Spanish ingredient-parser #14

theripnono · 2024-04-01T06:36:16Z

theripnono
Apr 1, 2024

Hi, i have pull the project to try to train a spanish ingredient parser to contribute to your amazing work. However I'm having some difficulties to train the model because I don't understand how to do it.
I have made some changes in funcs.py and add spanish units and spanish words to tokinize, and now the idea is to upload csv that i have scrapped from internet sources.
Could you help me, and explain what is the best way to train the model? Thank you!!

Answered by strangetom

Apr 1, 2024

Hi @theripnono

The command to train a new model is

python train.py train --database train/data/training.sqlite3

For this to work well you will need to do a few things:

Create a database of training data, or modify the existing one. The database contains a table called training, which has the following fields:

id: a unique ID for each sentence (this isn't used for training)
source: where the sentence came from (this isn't used for training)
sentence: the ingredient sentence
tokens: the list of tokens from the sentence
labels: the list of labels for each token in the sentence

The hard part is making sure all the labels are correct and consistent.

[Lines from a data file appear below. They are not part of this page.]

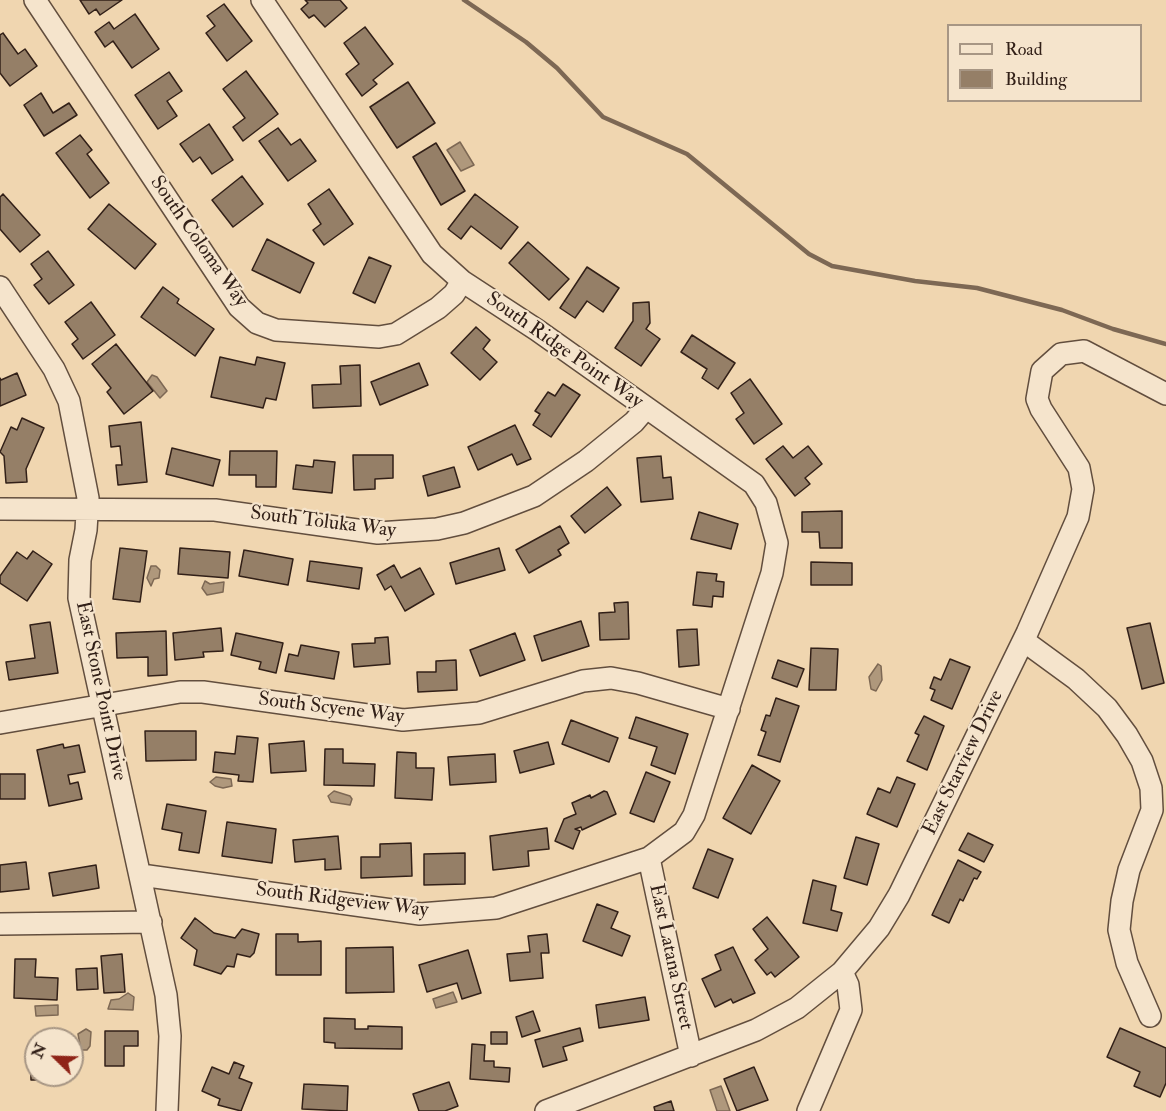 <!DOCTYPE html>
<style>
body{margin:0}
#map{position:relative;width:1166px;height:1111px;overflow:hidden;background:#f0d6b0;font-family:"IM FELL Double Pica",serif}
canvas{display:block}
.legend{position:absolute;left:947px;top:24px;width:195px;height:78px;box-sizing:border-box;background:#f5e4cc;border:2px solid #a79684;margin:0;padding:8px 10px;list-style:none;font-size:18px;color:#322018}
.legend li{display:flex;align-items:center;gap:12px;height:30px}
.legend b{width:30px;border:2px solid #a79684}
.north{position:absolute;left:24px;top:1027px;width:60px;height:60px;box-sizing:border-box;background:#f5e4cc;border:2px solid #a79684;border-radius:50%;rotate:293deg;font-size:16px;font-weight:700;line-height:24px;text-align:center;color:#322018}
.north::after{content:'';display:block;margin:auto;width:21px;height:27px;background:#8f2418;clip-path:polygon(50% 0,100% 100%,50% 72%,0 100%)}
</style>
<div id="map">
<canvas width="1166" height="1111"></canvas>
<ul class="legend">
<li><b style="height:8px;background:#f5e4cc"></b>Road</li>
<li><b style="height:16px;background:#957f67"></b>Building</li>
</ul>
<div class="north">N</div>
</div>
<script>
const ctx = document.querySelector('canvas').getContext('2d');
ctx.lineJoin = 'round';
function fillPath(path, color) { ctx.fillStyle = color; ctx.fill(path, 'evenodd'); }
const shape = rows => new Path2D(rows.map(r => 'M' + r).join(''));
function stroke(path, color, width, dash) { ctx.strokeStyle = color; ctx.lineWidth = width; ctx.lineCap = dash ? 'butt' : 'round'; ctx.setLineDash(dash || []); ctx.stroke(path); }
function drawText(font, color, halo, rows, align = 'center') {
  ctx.font = font + ' "IM FELL Double Pica",serif'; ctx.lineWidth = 4.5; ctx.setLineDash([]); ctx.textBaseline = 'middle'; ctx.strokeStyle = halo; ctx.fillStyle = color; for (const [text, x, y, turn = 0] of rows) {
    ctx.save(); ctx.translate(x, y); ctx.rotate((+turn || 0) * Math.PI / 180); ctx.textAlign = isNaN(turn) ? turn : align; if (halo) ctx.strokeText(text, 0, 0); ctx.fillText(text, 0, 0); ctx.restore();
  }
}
const water = shape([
 [460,142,474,165,461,171,447,150,460,142],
 [152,375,157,377,167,391,160,398,147,382,152,375],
 [151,566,156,566,160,570,159,578,154,579,151,586,147,578,151,566],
 [205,581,210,584,224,582,223,592,207,595,202,588,205,581],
 [878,664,881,666,882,680,876,691,871,689,869,677,878,664],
 [216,777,231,779,232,786,223,788,215,786,210,782,216,777],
 [334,791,350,796,352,799,350,805,331,802,328,796,334,791],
 [453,992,457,1002,436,1008,433,999,453,992],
 [128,993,134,997,133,1010,108,1009,111,1000,119,999,128,993],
 [58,1005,58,1015,36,1016,35,1006,58,1005],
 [86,1029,91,1032,90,1046,87,1050,81,1050,78,1034,86,1029],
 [721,1086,730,1111,717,1111,710,1090,721,1086]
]);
fillPath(water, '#af987c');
stroke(water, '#7d6854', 1.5);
stroke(shape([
 [464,0,526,42,557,68,603,117,687,154,809,254,832,266,915,281,977,288,1062,310,1113,329,1166,344]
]), '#7d6854', 4.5);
const building = shape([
 [80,0,122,0,100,15,96,9,89,14,80,0],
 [305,0,340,0,347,8,325,27,314,15,309,18,301,9,308,3,305,0],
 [224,4,252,41,227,61,206,33,215,26,207,16,224,4],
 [135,14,159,49,132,68,113,41,105,47,95,32,109,22,114,29,135,14],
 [365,27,393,64,373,80,377,84,362,96,346,74,359,64,344,43,365,27],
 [3,33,18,54,25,49,37,66,10,86,0,73,0,35,3,33],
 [246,71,278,114,243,141,233,127,245,118,223,89,246,71],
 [169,72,182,91,167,101,177,116,158,129,135,95,169,72],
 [408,82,435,123,397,148,370,107,408,82],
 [41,93,53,113,69,103,77,115,44,136,24,105,41,93],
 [209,124,233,160,212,174,200,157,193,162,180,144,209,124],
 [278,128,291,145,300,139,316,161,288,181,259,141,278,128],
 [80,135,92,150,87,154,109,183,90,198,56,153,80,135],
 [436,143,465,191,441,205,413,157,436,143],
 [242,176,263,204,233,227,212,200,242,176],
 [329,189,353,224,324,245,313,230,321,224,308,204,329,189],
 [3,194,40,235,20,252,0,229,0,197,3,194],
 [475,194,518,227,501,249,471,226,461,239,448,229,475,194],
 [109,204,156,244,135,269,88,229,109,204],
 [267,239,314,263,300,293,252,270,267,239],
 [528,242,569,279,549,300,509,263,528,242],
 [48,251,74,285,49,304,34,285,42,279,31,264,48,251],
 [369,257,391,266,375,303,353,293,369,257],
 [587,267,619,288,603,312,587,301,575,318,560,308,587,267],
 [163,287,179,299,177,303,214,329,195,356,141,317,163,287],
 [91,302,115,335,83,359,72,344,78,339,65,322,91,302],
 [649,302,650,323,646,329,660,339,641,366,615,348,633,321,633,303,649,302],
 [476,327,490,340,483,349,497,362,480,380,451,353,476,327],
 [692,335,735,363,718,389,702,378,707,369,681,352,692,335],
 [116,344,153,391,124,414,107,392,111,388,92,364,116,344],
 [220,357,255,365,257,357,285,363,276,400,266,398,263,408,211,397,220,357],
 [419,363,428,385,380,405,371,382,419,363],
 [360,365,361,406,313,408,312,385,341,384,340,366,360,365],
 [17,373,26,395,0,406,0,378,1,380,17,373],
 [750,379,782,424,754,444,736,419,744,413,731,393,750,379],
 [563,384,580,395,551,437,533,425,540,414,535,411,548,392,555,396,563,384],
 [22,418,44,428,26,469,27,482,6,483,4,456,0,452,11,427,17,430,22,418],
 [141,422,147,482,118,485,116,465,122,465,120,446,111,447,109,426,141,422],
 [515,425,531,459,517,465,512,454,478,470,468,447,515,425],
 [783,446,793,458,808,446,822,464,805,478,810,484,795,496,766,459,783,446],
 [172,448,220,460,213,486,166,474,172,448],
 [230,451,277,451,276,487,256,487,256,475,229,475,230,451],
 [353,455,393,455,393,478,375,479,375,489,354,490,353,455],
 [661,456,663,478,671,477,673,499,641,502,637,458,661,456],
 [314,460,335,462,332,493,293,489,296,465,313,467,314,460],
 [454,467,460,487,428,496,423,476,454,467],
 [607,487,621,505,585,533,571,516,607,487],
 [842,511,842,548,820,548,819,532,802,532,802,512,842,511],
 [699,512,738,524,731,549,691,539,699,512],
 [560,526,569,543,558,550,561,555,529,573,516,550,560,526],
 [120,548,147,551,140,602,113,599,120,548],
 [180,548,230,552,228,578,178,574,180,548],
 [499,548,505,570,456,584,450,563,499,548],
 [244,550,293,559,288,585,239,576,244,550],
 [33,551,52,564,27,601,0,583,0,576,17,552,27,559,33,551],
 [310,561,362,568,359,589,307,581,310,561],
 [811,562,852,563,852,585,811,585,811,562],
 [394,565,401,578,420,568,434,594,405,611,391,586,385,590,377,575,394,565],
 [697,572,717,574,716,581,724,582,723,597,713,596,712,607,693,605,697,572],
 [628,602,629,639,600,640,599,613,615,612,614,603,628,602],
 [581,621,589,646,542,661,534,636,581,621],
 [50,622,58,673,9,680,6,662,35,658,30,625,50,622],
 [1150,623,1164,683,1142,689,1127,628,1150,623],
 [221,628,223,651,203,652,204,657,175,660,173,633,221,628],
 [697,629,699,665,679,667,677,630,697,629],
 [166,631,167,675,148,676,148,657,117,658,116,633,166,631],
 [236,633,283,643,276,673,259,669,261,662,231,655,236,633],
 [515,633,525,660,480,676,470,650,515,633],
 [388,637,390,664,354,667,352,644,375,643,375,638,388,637],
 [301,645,339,652,334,679,285,671,289,654,298,656,301,645],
 [811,648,838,649,836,690,809,690,811,648],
 [950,659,970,667,952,709,931,700,935,690,930,688,934,677,941,680,950,659],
 [456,660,457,690,418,692,417,672,436,672,436,661,456,660],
 [778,660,804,669,797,687,772,678,778,660],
 [776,698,799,706,780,762,758,755,766,732,761,730,766,715,770,716,776,698],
 [924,716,944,726,927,770,907,761,919,735,915,733,924,716],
 [636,717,688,734,675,774,651,765,657,747,629,738,636,717],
 [571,720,618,738,609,762,562,744,571,720],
 [145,731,196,731,196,760,146,761,145,731],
 [237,736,258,738,253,782,238,781,239,775,213,772,215,752,235,754,237,736],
 [304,741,306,771,271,773,269,744,304,741],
 [548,742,554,764,520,773,514,751,548,742],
 [63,744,64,748,79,745,85,772,68,775,70,784,78,782,82,799,49,806,37,750,63,744],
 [325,749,343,749,343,763,375,764,374,786,324,785,325,749],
 [397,752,416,753,416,768,434,768,432,800,395,798,397,752],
 [495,754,496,782,450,785,448,757,495,754],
 [752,765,780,781,751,834,723,818,752,765],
 [646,772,670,782,654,822,630,813,646,772],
 [0,774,25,774,25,799,0,799,0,774],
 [897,777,915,784,897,827,867,814,878,788,890,793,897,777],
 [604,791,607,792,616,814,582,830,581,827,575,829,580,831,573,849,555,841,564,819,576,814,572,803,590,795,591,798,604,791],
 [167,804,206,811,199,853,179,850,182,833,162,829,167,804],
 [227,822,276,829,272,863,222,856,227,822],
 [547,828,549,849,528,851,529,866,493,870,490,836,547,828],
 [968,833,993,845,984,862,959,850,968,833],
 [338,836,341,869,325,870,325,859,295,862,293,840,338,836],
 [856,837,879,844,867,885,844,878,856,837],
 [411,843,412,876,361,878,361,857,380,857,380,844,411,843],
 [708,849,733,859,718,898,693,888,708,849],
 [465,853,465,884,424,885,424,854,465,853],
 [958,860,981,872,977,879,974,878,963,901,960,899,949,923,932,915,958,860],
 [26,862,29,889,0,892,0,865,26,862],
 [96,865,99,888,53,896,49,873,96,865],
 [813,880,836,886,831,910,842,913,837,931,803,923,813,880],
 [597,904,618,912,611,928,630,936,622,956,583,941,597,904],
 [767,917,799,957,775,977,771,972,767,975,755,960,768,949,753,929,767,917],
 [195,918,214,933,235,938,242,929,259,934,254,953,250,957,237,954,234,967,227,966,221,974,194,965,197,950,181,938,195,918],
 [276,934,298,934,298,942,321,941,321,975,276,975,276,934],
 [547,934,549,953,541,953,543,978,510,981,507,954,530,952,528,936,547,934],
 [393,947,394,992,346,993,346,948,393,947],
 [733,947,755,993,733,1003,731,999,715,1007,702,979,721,970,715,955,733,947],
 [468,950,481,993,462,999,457,983,427,992,419,965,468,950],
 [122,954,125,992,104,993,101,956,122,954],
 [15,959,36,959,35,977,58,978,57,1000,14,998,15,959],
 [97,968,98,989,77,990,76,969,97,968],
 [645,997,649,1020,599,1028,596,1005,645,997],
 [533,1011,540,1031,522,1037,516,1017,533,1011],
 [324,1018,355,1019,355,1029,368,1029,368,1026,402,1027,402,1049,335,1048,335,1043,324,1042,324,1018],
 [580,1028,583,1041,563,1047,567,1060,543,1067,535,1040,580,1028],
 [1120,1028,1166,1048,1166,1083,1160,1097,1134,1086,1140,1072,1107,1057,1120,1028],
 [105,1031,138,1031,138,1046,124,1046,124,1066,105,1066,105,1031],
 [491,1032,507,1032,507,1044,491,1044,491,1032],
 [472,1044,485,1045,484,1061,494,1061,494,1067,510,1068,509,1082,470,1079,472,1044],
 [30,1045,36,1045,36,1075,67,1075,67,1080,31,1080,30,1045],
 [234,1062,244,1066,239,1078,252,1083,241,1111,218,1105,220,1099,202,1091,212,1067,229,1074,234,1062],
 [754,1067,768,1100,737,1111,724,1079,754,1067],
 [449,1082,458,1106,445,1111,419,1111,413,1094,449,1082],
 [304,1084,348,1086,347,1111,302,1109,304,1084],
 [671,1101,674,1111,655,1111,654,1107,671,1101]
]);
fillPath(building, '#957f67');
stroke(building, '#322018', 1.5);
const minor = shape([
 [35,0,239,307,257,323,276,330,379,337,396,334,438,308,454,294,462,281],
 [0,287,54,369,69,401,88,498,86,530,80,560,79,598,166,995,170,1036,167,1111],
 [0,509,215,510,378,533,437,529,464,523,534,496,586,461,634,422,646,408],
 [1024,641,1076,679,1107,708,1127,735,1142,761,1151,788,1152,810,1129,870,1122,901,1119,930,1127,963,1150,1016],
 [0,723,180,692,203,692,403,720,479,713,583,681,611,678,638,683,729,709],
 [649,858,691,1056],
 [141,875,420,914,496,908,649,858,684,832,694,815,772,573,777,543,766,503,754,484,537,330,462,281,432,254,262,0],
 [0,924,151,922],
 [546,1111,756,1030,797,1008,842,972,879,928,899,895,1027,633,1078,517,1083,489,1079,468,1041,409,1037,399,1042,371,1061,354,1084,351,1166,394],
 [808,1111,851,1010,848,985,842,972]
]);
stroke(minor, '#624e3e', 24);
stroke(minor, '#f5e4cc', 21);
drawText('20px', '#322018', '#f5e4cc', [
 ["South Coloma Way",198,242,55],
 ["South Ridge Point Way",564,351,35],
 ["South Toluka Way",323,523,7],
 ["East Stone Point Drive",100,691,78],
 ["South Scyene Way",331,709,7],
 ["East Starview Drive",964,763,-64],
 ["South Ridgeview Way",342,901,7],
 ["East Latana Street",670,957,78]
]);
</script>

Consider any modifications t…

View full answer

strangetom · 2024-04-01T16:11:34Z

strangetom
Apr 1, 2024
Maintainer

Hi @theripnono

The command to train a new model is

python train.py train --database train/data/training.sqlite3

For this to work well you will need to do a few things:

Create a database of training data, or modify the existing one. The database contains a table called training, which has the following fields:

id: a unique ID for each sentence (this isn't used for training)
source: where the sentence came from (this isn't used for training)
sentence: the ingredient sentence
tokens: the list of tokens from the sentence
labels: the list of labels for each token in the sentence

The hard part is making sure all the labels are correct and consistent.

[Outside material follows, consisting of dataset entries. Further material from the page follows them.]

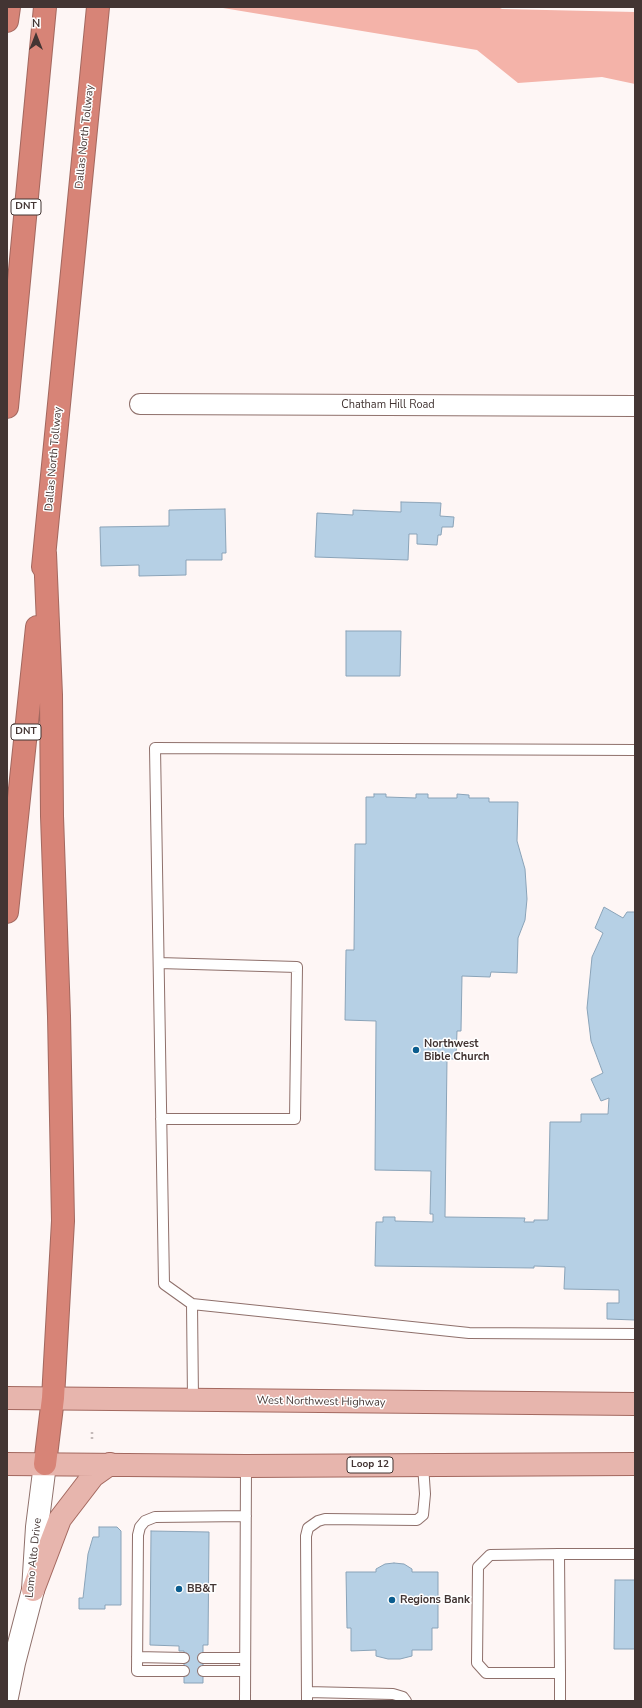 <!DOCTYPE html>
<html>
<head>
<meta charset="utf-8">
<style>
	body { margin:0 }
	#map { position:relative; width:642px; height:1708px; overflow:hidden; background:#fef6f5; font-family:"Nunito Sans",sans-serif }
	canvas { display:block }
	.frame { position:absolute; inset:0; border:8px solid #433533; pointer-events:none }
	.north { position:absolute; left:16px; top:16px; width:40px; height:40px; -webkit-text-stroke:3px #fff; paint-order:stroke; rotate:0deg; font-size:11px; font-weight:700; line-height:16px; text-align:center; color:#433533 }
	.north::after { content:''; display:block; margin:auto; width:14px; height:18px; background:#433533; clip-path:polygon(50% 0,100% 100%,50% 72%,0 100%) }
</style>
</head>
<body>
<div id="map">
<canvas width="642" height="1708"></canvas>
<div class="frame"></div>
<div class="north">N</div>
</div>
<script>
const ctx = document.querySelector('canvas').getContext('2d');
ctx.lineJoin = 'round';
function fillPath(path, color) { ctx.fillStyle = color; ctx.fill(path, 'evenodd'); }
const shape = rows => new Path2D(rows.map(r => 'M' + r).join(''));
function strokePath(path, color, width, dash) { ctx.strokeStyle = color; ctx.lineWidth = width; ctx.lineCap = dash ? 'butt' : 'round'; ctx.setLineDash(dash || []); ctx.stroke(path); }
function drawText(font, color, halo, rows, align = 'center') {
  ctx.font = font + ' "Nunito Sans",sans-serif'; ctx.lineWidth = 3; ctx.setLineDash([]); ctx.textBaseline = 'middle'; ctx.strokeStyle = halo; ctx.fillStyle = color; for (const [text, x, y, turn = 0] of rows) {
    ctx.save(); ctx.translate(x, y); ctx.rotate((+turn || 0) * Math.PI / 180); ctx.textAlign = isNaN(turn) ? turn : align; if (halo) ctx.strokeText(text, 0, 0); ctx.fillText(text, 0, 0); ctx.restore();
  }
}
const water = shape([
	[217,7,498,7,502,9,635,12,635,84,602,77,518,83,477,50]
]);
const building = shape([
	[401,502,441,503,440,516,454,517,453,527,442,527,441,535,438,535,437,545,417,544,417,534,409,534,408,560,315,557,317,513,353,515,353,510,401,512,401,502],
	[225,509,226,553,222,553,222,560,186,560,186,575,139,576,139,565,101,566,100,527,169,526,169,510,225,509],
	[346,631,401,631,400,676,346,676,346,631],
	[374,794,386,794,386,797,416,798,416,794,428,794,428,798,457,798,457,794,469,795,469,798,489,798,489,802,518,802,517,841,525,869,527,899,525,920,518,938,517,973,491,972,490,977,462,976,461,1031,457,1031,456,1059,447,1059,445,1217,525,1218,524,1222,534,1222,534,1220,548,1220,550,1122,581,1122,581,1114,608,1114,609,1098,601,1101,591,1079,603,1073,591,1041,587,1008,592,957,603,933,595,928,604,907,623,918,627,912,635,912,635,1320,607,1319,607,1303,619,1303,619,1290,564,1289,565,1267,534,1266,534,1268,375,1266,376,1222,383,1222,383,1217,395,1217,395,1221,433,1222,433,1214,430,1214,431,1171,375,1170,376,1021,345,1020,346,950,354,950,355,844,366,844,366,797,374,797,374,794],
	[99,1527,117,1527,121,1531,121,1605,105,1605,105,1609,79,1609,79,1598,83,1598,88,1554,93,1537,99,1537,99,1527],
	[151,1531,209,1532,208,1645,203,1645,203,1683,184,1683,184,1651,179,1651,179,1646,150,1645,151,1531],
	[394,1563,404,1564,412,1569,412,1572,438,1572,438,1628,432,1628,432,1650,412,1650,412,1656,400,1659,388,1659,376,1656,376,1650,351,1651,351,1628,347,1628,346,1572,376,1572,376,1569,385,1564,394,1563],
	[615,1580,635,1580,635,1649,614,1649,615,1580]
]);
const path = shape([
	[92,1432,92,1442]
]);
const service = shape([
	[635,750,155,748,164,1284,192,1304,469,1333,635,1334],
	[159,963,297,967,295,1119,161,1119],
	[192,1304,193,1400],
	[559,1554,560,1673,486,1673,477,1663,478,1567,490,1555,559,1554,635,1554],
	[137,1657,184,1658],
	[203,1658,245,1658],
	[184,1671,137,1671,138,1535,140,1527,145,1521,155,1517,246,1516],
	[203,1671,245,1671],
	[560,1673,560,1701],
	[307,1692,393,1694,403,1697,406,1701],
	[245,1701,246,1466],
	[307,1701,306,1536,308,1528,318,1521,325,1519,417,1520,423,1515,425,1494,423,1465]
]);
const minor = shape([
	[140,404,635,406]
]);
const secondary = shape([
	[7,1697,14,1663,33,1590,37,1527,45,1464]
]);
const primary = shape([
	[7,1398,635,1404],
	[7,1464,246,1466,635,1464],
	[33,1590,60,1519,93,1476,110,1464]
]);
const motorway = shape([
	[7,21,9,7],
	[7,407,45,7],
	[43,567,98,7],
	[7,912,37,627],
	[45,1464,53,1398,63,1221,59,1016,52,816,51,695,45,553]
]);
const markers = [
	[416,1050,4,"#0b5d8f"],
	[179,1589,4,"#0b5d8f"],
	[392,1600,4,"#0b5d8f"]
];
const shields = [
	[26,207,30],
	[26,732,30],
	[370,1465,46]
];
const shieldNames = [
	["DNT",26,207],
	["DNT",26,732],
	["Loop 12",370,1465]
];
const streetNames = [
	["Dallas North Tollway",85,137,-84],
	["Chatham Hill Road",388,405],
	["Dallas North Tollway",54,459,-85],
	["West Northwest Highway",321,1402,1],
	["Lomo Alto Drive",34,1558,-84]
];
const poiNames = [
	["Northwest",424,1044],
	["Bible Church",424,1057],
	["BB&T",187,1589],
	["Regions Bank",400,1600]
];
fillPath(water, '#f4b3a9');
fillPath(building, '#b6d0e5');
strokePath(building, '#8aa3b8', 1);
strokePath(service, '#8f706b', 12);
strokePath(minor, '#8f706b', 22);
strokePath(secondary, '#8f706b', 24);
strokePath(primary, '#a3685f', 24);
strokePath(motorway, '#a3685f', 24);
strokePath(path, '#c4bab9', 2.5, [2, 3]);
strokePath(service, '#fff', 10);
strokePath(minor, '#fff', 20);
strokePath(secondary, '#fff', 22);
strokePath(primary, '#e7b5ad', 22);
strokePath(motorway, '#d78477', 22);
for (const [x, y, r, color] of markers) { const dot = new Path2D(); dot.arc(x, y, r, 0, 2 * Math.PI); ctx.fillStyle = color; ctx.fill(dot); strokePath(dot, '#fff', 1.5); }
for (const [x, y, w] of shields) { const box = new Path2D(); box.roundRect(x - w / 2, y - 8, w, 16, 3); ctx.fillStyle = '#fff'; ctx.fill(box); strokePath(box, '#433533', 1); }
drawText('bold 10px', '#433533', null, shieldNames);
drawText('11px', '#433533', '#fff', streetNames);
drawText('bold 11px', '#433533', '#fff', poiNames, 'left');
</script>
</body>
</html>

Consider any modifications to the PreProcessor class. It sounds like you've made some modifications, but there may be more you need. The current PreProcessor is written for English sentences, so there might be some changes you need to make for Spanish. For example, the functions that convert fractions to decimals might need changing to use a decimal comma instead of a decimal point (1,5 instead of 1.5). You might also need to change how the tokenizer works so that the sentence is split correctly.
Consider any modification to the PostProcessor class. A lot code here is focused on combining QTY and UNIT labels into amounts. This may not work well for Spanish, so I think a good starting point would be to change PostProcessor._process_amounts() to

    def _postprocess_amounts(self) -> list[IngredientAmount]:
        funcs = [
            #self._sizable_unit_pattern,  # Comment this out
            #self._composite_amounts_pattern,  # Comment this out
            self._fallback_pattern,
        ]

        amounts = []
        for func in funcs:
            idx = self._unconsumed(list(range(len(self.tokens))))
            tokens = self._unconsumed(self.tokens)
            labels = self._unconsumed(self.labels)
            scores = self._unconsumed(self.scores)

            parsed_amounts = func(idx, tokens, labels, scores)
            amounts.extend(parsed_amounts)

        return sorted(amounts, key=lambda x: x._starting_index)

and see how well that performs.

I hope this helps you get started. Feel free to ask more questions, and I hope you're able to make this work successfully.

1 reply

theripnono Apr 2, 2024
Author

Thank you for your quick reply!
Yes, I've made some changes to some functions to tokenise into Spanish. I will try with your suggestions.

theripnono · 2024-04-10T11:18:19Z

theripnono
Apr 10, 2024
Author

Hi again, I'm hard working on the spanish dataset (around 20k rows) for training the model. I'm labelling the tokenized sentences and two question come to mind:

Should I remove duplicate rows? e.g.:

and again i have
Once I have finished labelling, do I train the existing model or do I have to train the model from scratch?

Thank you!

For now I'm labbeling as it is shown in the picture below:

3 replies

strangetom Apr 10, 2024
Maintainer

The labelling looks good.

Should I remove duplicate rows?

Having a small number of duplicates will be fine. If you have lots, then it won't be helpful for training a model that works well for sentences it's not been trained on, but you might get performance statistics that make it look good.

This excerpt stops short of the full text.